WHAT YOU HAVE TO DO: Omit pictures and quote the listing below line by line, from its start through the line that holds "2px #665743) drop-shadow(0".
--- --- ---
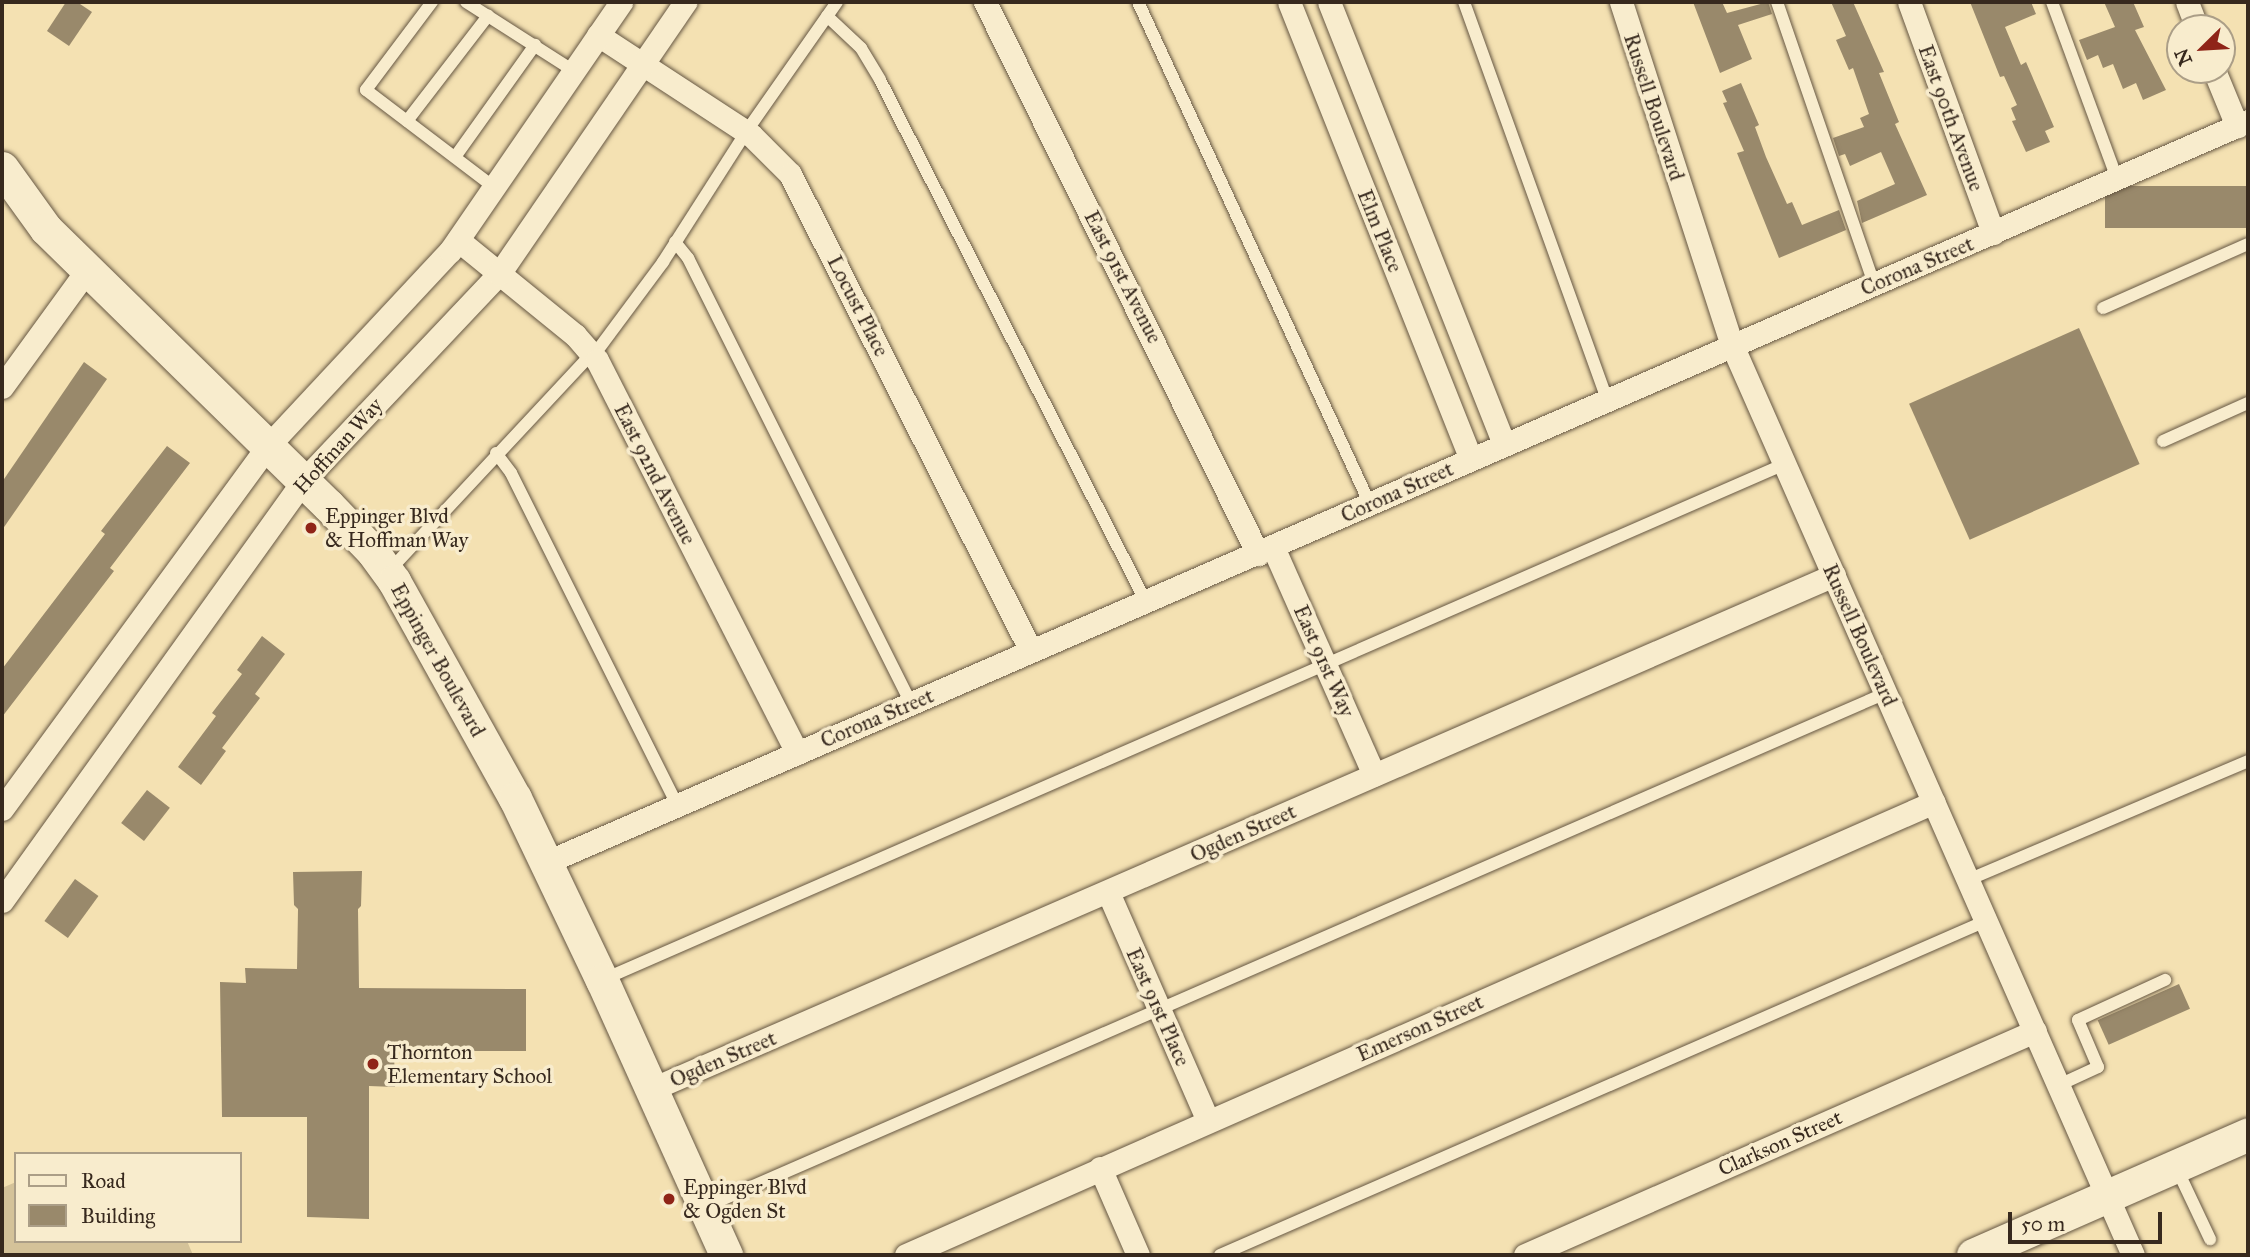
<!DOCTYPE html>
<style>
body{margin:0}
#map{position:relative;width:2250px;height:1257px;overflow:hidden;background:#f4e1b2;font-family:"IM FELL Great Primer",serif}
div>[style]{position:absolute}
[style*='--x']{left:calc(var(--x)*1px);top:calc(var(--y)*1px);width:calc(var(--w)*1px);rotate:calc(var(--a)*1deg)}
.green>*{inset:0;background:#d4c299}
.building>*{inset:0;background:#99896b;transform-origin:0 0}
.roads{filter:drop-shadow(0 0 2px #665743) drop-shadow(0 0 2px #665743)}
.lane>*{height:12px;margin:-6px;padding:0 6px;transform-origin:6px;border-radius:6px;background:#f8eccd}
.street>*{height:23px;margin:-11.5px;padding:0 11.5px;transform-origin:11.5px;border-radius:11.5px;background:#f8eccd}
.secondary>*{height:33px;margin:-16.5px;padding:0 16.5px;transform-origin:16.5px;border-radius:16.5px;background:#f8eccd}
.dots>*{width:19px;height:19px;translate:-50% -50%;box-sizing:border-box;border:4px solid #f8eccd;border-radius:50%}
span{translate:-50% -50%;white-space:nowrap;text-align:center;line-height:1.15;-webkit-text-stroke:7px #f8eccd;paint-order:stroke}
.street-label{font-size:21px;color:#37291e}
.poi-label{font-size:21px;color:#37291e}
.left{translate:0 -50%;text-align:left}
.frame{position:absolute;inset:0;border:4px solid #37291e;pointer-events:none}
.legend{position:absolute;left:14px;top:1152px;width:228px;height:91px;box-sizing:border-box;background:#f8eccd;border:2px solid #ab9e87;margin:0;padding:9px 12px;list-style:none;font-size:21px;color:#37291e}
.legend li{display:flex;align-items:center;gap:14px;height:35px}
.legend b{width:35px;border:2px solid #ab9e87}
.north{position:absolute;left:2166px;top:14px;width:70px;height:70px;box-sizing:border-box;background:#f8eccd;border:2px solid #ab9e87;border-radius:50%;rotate:246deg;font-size:19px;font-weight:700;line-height:28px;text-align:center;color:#37291e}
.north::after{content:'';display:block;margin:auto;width:24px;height:32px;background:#8f2418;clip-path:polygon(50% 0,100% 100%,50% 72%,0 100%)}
.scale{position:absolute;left:2008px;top:1212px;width:154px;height:32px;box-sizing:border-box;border:4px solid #37291e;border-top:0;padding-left:9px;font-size:21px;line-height:24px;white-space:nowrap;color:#37291e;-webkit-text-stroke:5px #f8eccd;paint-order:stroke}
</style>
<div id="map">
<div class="green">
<div style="clip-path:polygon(16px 1182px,16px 1241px,187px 1241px,193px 1255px,2px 1255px,2px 1188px)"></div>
</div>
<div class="building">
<div style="clip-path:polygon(66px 2px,77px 2px,92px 12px,69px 46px,47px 31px)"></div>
<div style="clip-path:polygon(1693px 2px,1722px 2px,1727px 13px,1768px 2px,1772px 14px,1738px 25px,1752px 59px,1720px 73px)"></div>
<div style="clip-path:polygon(1831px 2px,1853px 2px,1884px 72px,1879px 73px,1899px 122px,1895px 124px,1927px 195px,1862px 223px,1857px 201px,1895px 184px,1881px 152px,1850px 166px,1845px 154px,1839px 156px,1833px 138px,1864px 127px,1860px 118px,1869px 114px,1853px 68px,1849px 70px,1836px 40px,1846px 36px)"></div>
<div style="clip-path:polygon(1970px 2px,2031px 2px,2036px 14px,2005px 27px,2021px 65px,2026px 62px,2054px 127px,2045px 131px,2050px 142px,2026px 152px,2012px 121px,2016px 120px,2011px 108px,2017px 105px,2004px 76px,2000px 77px)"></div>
<div style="clip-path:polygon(2104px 2px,2133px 2px,2144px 27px,2135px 30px,2166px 90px,2143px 100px,2136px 83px,2123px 89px,2113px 64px,2103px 68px,2098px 55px,2087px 60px,2079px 40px,2115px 27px)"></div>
<div style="clip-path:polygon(1741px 83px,1759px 125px,1755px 127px,1766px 157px,1787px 204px,1792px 202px,1802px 225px,1839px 210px,1846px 230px,1779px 258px,1737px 153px,1744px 151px,1723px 103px,1727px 102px,1722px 91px)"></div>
<div style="left:2248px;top:186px;width:42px;height:143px;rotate:90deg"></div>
<div style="left:2079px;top:328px;width:149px;height:186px;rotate:66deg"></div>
<div style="clip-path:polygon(84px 362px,107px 379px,2px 530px,2px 482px)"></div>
<div style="clip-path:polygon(167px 446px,190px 463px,110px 568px,114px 571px,2px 717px,2px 669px,105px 534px,101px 531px)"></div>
<div style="clip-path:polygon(262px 636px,285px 654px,255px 694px,260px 698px,222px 748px,226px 751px,201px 785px,178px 767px,216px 716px,212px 713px,242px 674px,237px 670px)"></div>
<div style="left:147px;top:790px;width:29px;height:42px;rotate:38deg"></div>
<div style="clip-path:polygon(362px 871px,361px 906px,358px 909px,359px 988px,526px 989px,526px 1051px,394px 1051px,395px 1087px,369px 1086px,369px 1219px,307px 1217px,307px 1117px,222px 1117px,220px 982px,246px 983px,245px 968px,297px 969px,298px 909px,294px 905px,293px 872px)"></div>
<div style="left:75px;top:879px;width:29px;height:52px;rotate:36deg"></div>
<div style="left:2179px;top:984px;width:27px;height:89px;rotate:66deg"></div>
</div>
<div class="roads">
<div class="lane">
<div style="--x:432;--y:2;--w:110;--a:126.9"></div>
<div style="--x:366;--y:90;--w:162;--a:37.2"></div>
<div style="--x:466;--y:2;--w:128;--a:32.6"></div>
<div style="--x:1138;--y:2;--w:553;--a:65.2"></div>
<div style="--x:1464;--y:2;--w:423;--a:70.2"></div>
<div style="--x:1777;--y:2;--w:298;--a:71"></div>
<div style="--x:2052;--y:2;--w:189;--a:69.8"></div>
<div style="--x:827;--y:16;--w:47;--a:43.3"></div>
<div style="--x:861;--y:48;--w:37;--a:59"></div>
<div style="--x:880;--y:80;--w:586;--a:63"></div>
<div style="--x:407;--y:121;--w:133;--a:-52.4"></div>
<div style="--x:455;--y:157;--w:138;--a:-54.5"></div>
<div style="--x:675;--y:242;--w:21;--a:51"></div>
<div style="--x:688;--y:258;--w:498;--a:63.4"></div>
<div style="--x:2103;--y:308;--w:158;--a:-23.8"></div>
<div style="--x:594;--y:355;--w:116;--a:-53.4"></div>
<div style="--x:663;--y:262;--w:154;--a:-57.4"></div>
<div style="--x:746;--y:132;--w:159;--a:-55"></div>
<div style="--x:2163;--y:441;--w:93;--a:-24.1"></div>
<div style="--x:496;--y:453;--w:25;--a:53"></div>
<div style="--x:511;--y:473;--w:371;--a:63.4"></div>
<div style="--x:388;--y:572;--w:299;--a:-47"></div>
<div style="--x:1968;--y:880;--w:304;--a:-23"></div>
<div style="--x:602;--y:980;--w:1291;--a:-23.57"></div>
<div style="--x:2059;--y:1085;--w:43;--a:-24.8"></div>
<div style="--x:2098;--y:1067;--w:51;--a:-113.1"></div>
<div style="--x:2078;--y:1020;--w:96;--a:-24.7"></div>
<div style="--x:2176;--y:1167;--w:80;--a:64.7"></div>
<div style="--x:705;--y:1207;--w:1288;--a:-23.52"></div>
<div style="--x:1220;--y:1255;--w:836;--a:-23.56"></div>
</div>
<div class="street">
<div style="--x:985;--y:2;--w:616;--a:63.68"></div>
<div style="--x:1289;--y:2;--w:492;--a:68.3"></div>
<div style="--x:1329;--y:2;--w:475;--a:68.4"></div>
<div style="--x:1621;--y:2;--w:361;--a:72.1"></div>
<div style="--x:1732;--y:345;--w:994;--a:66.22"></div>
<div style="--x:1909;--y:2;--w:246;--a:70"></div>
<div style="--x:2187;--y:2;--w:28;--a:69"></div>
<div style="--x:598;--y:35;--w:183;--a:33.2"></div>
<div style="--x:751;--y:135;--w:55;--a:45"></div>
<div style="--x:790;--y:174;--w:534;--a:63.2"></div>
<div style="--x:2214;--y:70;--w:61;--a:67.7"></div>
<div style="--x:458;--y:240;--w:151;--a:39.1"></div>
<div style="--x:575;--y:335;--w:33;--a:49"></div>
<div style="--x:597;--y:360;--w:441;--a:63"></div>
<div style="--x:2;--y:387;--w:145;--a:-54"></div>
<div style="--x:1273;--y:547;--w:249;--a:66.1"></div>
<div style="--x:2;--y:809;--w:449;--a:-53.8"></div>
<div style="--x:267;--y:447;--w:268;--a:-47"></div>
<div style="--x:450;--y:251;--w:302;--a:-55.5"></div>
<div style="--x:547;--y:862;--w:1855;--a:-23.54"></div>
<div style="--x:1108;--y:892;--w:250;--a:66.4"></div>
<div style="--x:2;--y:901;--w:517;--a:-54.37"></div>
<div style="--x:303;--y:481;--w:285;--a:-46.6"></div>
<div style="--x:499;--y:274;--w:330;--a:-55.6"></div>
<div style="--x:652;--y:1089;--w:1289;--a:-23.5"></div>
<div style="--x:1100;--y:1168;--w:95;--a:66.4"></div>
<div style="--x:906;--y:1255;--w:1123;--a:-23.78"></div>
<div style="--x:1525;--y:1255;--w:557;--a:-23.71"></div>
</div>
<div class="secondary">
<div style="--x:2;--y:168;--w:75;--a:54.2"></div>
<div style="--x:46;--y:229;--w:395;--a:44.4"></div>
<div style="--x:328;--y:505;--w:65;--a:46.2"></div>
<div style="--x:373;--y:552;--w:36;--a:54"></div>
<div style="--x:394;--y:581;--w:248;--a:60.9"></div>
<div style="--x:515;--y:798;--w:202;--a:64.5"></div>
<div style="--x:602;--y:980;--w:302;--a:65.7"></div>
<div style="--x:1973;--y:1255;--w:300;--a:-23.7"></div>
</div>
</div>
<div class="dots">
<div style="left:311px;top:528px;background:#8f2418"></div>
<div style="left:373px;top:1064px;background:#8f2418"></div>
<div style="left:669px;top:1199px;background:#8f2418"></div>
</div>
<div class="street-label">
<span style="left:1654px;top:107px;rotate:72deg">Russell Boulevard</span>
<span style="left:1951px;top:118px;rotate:70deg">East 90th Avenue</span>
<span style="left:1380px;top:231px;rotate:68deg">Elm Place</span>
<span style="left:1917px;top:266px;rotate:-23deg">Corona Street</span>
<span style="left:1123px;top:277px;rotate:63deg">East 91st Avenue</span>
<span style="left:858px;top:306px;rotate:63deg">Locust Place</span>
<span style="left:338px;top:446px;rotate:-48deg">Hoffman Way</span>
<span style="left:655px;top:474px;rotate:63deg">East 92nd Avenue</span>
<span style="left:1397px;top:492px;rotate:-24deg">Corona Street</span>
<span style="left:1860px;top:635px;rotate:66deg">Russell Boulevard</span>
<span style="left:438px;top:660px;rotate:61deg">Eppinger Boulevard</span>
<span style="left:1324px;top:661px;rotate:66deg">East 91st Way</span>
<span style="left:877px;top:718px;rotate:-23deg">Corona Street</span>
<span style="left:1243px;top:833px;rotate:-24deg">Ogden Street</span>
<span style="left:1158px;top:1007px;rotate:66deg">East 91st Place</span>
<span style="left:1420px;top:1028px;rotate:-24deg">Emerson Street</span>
<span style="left:723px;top:1059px;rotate:-23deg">Ogden Street</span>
<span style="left:1780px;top:1143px;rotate:-24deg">Clarkson Street</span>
</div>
<div class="poi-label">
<span class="left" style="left:325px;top:528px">Eppinger Blvd<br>&amp; Hoffman Way</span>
<span class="left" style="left:387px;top:1064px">Thornton<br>Elementary School</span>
<span class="left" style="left:683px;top:1199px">Eppinger Blvd<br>&amp; Ogden St</span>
</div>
<div class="frame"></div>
<ul class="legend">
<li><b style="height:9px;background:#f8eccd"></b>Road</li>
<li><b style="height:19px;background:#99896b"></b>Building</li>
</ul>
<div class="north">N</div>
<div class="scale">50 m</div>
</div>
--- --- ---
SOLUTION TO THIS EXERCISE:
<!DOCTYPE html>
<style>
body{margin:0}
#map{position:relative;width:2250px;height:1257px;overflow:hidden;background:#f4e1b2;font-family:"IM FELL Great Primer",serif}
div>[style]{position:absolute}
[style*='--x']{left:calc(var(--x)*1px);top:calc(var(--y)*1px);width:calc(var(--w)*1px);rotate:calc(var(--a)*1deg)}
.green>*{inset:0;background:#d4c299}
.building>*{inset:0;background:#99896b;transform-origin:0 0}
.roads{filter:drop-shadow(0 0 2px #665743) drop-shadow(0 0 2px #665743)}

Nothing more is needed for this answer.